I’ve always hated the back wall in the store- no matter what I put there it looked congested, crowded or just plain awkward. For years Pete’s had to listen to me talk about how much I hate it. Until last Friday, when he offered this solution:
“You know babe I can build you a wall that will ‘float’ off the real wall, and you can hang shelves from that if you want.”
“WHAT????” Like a Tom & Jerry cartoon, I sped around the house grabbing my sketch pad, pencil and swatch bag and returned to him with a rough draft of my vision. Thanks to his impressive carpentry skills, an extra large pizza, and a 2am finish, just one week later our project is complete. We did it!!!! And the end result is sublime, if I do say so myself. :)
The only downside- now Pete has to hear me talk about how much I love it. :)
I get inspired easily. At a friend’s baby shower someone had dipped diaper pins in glue and pink glitter and strung them across the wall for decoration. It was so cute and I thought, “what do I have a thousand of that I could make this work with? Clothes pins!”. So with my impending trip to Paris on my brain (my amazing hubs is taking me for my birthday!), I swapped out the glitter for a rubber stamp of French poetry, and voila! Hope you like!




The new summer window is complete! The inspiration came from these vintage travel cases I found at an antique flea market that were covered in authentic post marks from the 1930s (oh the stories they could tell!).
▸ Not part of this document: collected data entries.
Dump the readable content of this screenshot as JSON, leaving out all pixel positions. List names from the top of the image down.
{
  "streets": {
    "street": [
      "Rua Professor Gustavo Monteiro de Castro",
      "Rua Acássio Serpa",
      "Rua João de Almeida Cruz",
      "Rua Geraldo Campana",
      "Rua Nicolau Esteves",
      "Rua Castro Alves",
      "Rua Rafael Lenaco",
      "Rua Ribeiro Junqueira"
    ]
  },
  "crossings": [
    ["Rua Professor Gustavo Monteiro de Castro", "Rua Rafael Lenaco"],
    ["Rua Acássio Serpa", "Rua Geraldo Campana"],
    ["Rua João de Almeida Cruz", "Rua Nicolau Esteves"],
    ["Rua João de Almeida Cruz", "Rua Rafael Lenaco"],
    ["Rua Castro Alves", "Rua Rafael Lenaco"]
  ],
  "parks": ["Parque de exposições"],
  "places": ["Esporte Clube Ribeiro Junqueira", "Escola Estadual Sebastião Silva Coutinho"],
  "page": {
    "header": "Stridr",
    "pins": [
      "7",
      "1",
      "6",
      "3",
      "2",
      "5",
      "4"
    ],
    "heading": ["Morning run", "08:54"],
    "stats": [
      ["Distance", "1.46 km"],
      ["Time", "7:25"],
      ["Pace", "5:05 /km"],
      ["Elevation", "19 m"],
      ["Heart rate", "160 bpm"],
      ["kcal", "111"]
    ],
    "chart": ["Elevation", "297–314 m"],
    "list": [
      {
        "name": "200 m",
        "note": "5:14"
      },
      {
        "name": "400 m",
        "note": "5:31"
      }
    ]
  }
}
We added the blue netting, quilt batting and paper lantern as a nod to Delia-Celine Deveraux’s Paris Sky, and my travel books and old post cards were the finishing touches. Voila!
Our July 4th window made from marshmallows and tissue paper. For details on how it’s done, follow us and click the photo!
This is what happens when I’m left alone with a hot glue gun and a giant pack of post its- nothing and no one is safe!